El caso es que el otro día, en mi examen trimestral, el alumno en cuestión, una persona de cierta edad, no pudo resistirse a hacer consideraciones serias sobre la ciudad de Roma y además en un alarde de conocimiento quiso envolverlas con un ropaje a la altura de la ciudad eterna. Empezó hablando del Papá, derivó hacia Jesucristo, de ahí paso a los cuatro judíos más importantes de la historia, y cuando dijo que eran el citado Jesús, Marx, en ámbito político social, y Einstein, por lo que se refiere a la ciencia, yo no pude resistirme ante la injusticia y dije, siguiendo por cierto, como he visto después la opinión de decenas de sitios web , que faltaba Freud. la cosa no pareció agradarle, quizá porque otras tantas páginas web presentan otros hit parades de importancia distintos. Después , he seguido dando vueltas al asunto, y me reafirmo en que por lo que a mí respecta Freud debe estar en la pomada. Casi nada que tenga que ver con el interior de las personas, con su carácter, pasiones, dudas…, puede interpretarse sin un trasfondo, más o menos intenso, más o menos ortodoxo, freudiano. A menudo, soy incapaz de participar en conversaciones en las que tópicos como la neurosis, la histeria, las manías, todo con un inequívoco velo freudiano, mediaticen mis opiniones. Pero es más, mimo mis pulsiones, soy medianamente consciente de los vericuetos de mi subconsciente, mi super ego me tiene a raya, y para qué les voy a hablar de mis sobreactuaciones si no conocen mis complejos.

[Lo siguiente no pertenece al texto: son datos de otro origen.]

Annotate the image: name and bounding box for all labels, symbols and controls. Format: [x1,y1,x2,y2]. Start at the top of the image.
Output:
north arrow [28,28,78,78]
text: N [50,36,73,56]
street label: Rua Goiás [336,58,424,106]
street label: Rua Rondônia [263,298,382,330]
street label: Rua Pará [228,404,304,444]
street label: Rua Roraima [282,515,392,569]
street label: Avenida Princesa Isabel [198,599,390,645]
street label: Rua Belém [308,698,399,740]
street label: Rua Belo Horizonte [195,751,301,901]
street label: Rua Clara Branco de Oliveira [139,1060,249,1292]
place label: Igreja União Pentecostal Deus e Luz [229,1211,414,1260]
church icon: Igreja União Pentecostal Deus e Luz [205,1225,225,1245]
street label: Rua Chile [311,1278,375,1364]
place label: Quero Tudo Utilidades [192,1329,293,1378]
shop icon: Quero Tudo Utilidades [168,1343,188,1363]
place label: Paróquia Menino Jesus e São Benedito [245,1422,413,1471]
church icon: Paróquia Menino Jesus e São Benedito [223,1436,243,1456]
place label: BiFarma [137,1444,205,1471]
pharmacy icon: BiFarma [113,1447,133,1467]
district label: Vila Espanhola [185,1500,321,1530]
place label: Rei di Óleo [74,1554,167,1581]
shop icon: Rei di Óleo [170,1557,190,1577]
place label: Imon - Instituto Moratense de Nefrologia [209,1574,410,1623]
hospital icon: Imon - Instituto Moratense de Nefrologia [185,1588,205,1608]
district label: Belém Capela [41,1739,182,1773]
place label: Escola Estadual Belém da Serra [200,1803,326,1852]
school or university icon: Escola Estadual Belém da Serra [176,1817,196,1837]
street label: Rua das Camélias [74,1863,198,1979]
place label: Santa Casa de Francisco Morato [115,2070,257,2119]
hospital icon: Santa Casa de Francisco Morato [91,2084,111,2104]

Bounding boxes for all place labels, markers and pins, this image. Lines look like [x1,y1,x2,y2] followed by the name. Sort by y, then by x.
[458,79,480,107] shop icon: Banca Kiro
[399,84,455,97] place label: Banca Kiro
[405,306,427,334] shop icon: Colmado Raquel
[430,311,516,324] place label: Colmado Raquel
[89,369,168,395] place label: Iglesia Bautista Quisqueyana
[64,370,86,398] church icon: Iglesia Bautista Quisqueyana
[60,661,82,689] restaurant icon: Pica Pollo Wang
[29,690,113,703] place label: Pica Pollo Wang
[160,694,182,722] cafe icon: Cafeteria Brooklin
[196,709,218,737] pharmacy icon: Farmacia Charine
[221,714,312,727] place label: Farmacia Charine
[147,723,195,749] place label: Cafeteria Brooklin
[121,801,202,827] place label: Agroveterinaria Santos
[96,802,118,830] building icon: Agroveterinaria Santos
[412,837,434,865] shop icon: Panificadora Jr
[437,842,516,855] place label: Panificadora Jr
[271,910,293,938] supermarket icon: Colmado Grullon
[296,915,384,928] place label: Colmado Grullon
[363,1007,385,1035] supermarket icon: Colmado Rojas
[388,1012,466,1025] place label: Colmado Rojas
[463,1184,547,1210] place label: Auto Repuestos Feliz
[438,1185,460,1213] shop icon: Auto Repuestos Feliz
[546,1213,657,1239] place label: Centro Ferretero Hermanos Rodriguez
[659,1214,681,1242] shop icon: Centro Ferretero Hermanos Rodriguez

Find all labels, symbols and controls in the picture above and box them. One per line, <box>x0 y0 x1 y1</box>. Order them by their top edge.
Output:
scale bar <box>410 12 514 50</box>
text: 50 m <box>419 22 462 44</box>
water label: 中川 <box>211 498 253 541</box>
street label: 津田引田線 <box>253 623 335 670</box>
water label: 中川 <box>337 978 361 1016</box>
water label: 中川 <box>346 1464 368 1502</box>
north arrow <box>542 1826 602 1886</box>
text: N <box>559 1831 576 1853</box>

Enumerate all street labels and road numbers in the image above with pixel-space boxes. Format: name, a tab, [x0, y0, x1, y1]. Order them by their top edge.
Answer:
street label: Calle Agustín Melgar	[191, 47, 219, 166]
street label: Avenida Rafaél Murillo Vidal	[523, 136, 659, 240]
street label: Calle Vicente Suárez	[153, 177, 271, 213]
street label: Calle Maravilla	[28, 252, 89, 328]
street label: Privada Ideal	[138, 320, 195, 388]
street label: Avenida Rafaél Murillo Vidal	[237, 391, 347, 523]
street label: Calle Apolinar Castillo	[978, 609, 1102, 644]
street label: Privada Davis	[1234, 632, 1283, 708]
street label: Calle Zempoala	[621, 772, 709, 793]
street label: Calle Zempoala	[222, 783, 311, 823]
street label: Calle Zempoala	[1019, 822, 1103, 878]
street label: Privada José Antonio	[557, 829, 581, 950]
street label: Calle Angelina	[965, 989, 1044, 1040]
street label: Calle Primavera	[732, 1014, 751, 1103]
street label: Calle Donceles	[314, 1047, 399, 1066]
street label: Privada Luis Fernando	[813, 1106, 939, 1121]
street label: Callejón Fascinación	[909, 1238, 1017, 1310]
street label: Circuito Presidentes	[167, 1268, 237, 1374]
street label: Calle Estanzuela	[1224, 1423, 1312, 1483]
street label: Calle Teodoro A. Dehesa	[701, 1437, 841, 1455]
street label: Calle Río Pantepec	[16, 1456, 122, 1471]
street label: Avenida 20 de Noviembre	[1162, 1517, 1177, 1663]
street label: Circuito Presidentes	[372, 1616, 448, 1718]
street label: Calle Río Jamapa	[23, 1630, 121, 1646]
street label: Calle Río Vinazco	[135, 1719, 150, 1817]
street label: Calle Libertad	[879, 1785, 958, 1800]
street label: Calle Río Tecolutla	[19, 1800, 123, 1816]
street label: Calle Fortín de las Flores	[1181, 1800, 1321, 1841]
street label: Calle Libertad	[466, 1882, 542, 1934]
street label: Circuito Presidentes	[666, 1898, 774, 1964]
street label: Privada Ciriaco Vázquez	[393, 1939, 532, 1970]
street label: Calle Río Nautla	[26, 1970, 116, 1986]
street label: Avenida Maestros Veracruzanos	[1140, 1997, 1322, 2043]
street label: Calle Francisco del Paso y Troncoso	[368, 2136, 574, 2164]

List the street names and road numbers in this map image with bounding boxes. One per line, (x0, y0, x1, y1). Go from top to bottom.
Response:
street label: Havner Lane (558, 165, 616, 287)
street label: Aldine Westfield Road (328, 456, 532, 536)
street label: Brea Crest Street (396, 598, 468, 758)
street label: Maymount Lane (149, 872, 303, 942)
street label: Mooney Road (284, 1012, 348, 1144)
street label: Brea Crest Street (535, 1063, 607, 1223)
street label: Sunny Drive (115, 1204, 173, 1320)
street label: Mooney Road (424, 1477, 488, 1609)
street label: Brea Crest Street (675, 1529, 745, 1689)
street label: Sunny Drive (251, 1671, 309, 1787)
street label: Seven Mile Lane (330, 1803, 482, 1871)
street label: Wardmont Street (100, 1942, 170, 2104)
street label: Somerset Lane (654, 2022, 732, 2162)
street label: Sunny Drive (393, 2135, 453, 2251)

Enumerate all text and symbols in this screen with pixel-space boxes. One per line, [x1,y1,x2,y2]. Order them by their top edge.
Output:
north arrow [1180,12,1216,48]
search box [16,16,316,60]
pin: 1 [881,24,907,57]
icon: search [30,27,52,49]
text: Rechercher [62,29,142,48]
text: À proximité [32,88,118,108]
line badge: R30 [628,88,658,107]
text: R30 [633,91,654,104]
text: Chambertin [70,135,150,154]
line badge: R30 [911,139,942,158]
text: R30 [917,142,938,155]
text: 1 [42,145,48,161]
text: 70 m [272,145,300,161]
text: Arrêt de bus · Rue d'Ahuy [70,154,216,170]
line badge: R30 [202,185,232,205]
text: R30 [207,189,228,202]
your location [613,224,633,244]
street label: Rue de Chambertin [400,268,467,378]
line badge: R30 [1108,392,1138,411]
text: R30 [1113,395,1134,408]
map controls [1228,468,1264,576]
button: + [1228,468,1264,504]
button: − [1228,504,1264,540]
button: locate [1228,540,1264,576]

Después del examen me acordé de un hermoso texto de F. Savater sobre la cuestión, hermoso y clarividente, porque sitúa la figura del gran psicólogo en un ámbito tan amplio como para poder hablar de él en términos de dignísimo heredero en parte rebelde de la gran tradición humanista y racionalista. De Jesús y Marx no digo nada, que, sobre todo al segundo, lo tengo en un pequeño altar que descuido a menudo, y de Einstein sé poco. Leí la vieja introducción al personaje de D. Font y la más reciente de Fernández Buey, y he oído que hasta los móviles existen en parte gracias a él. No sé si reprochárselo o agradecérselo. Desde luego, a fin de mes, maldigo su nombre en euros. Pero, he de reconocer que soy casi analfabeto en temas científicos.
Savater, Fernando, Diccionario filosófico, Madrid, Planeta, 1995, La voz Psicoanálisis ocupa las págs. 296-303.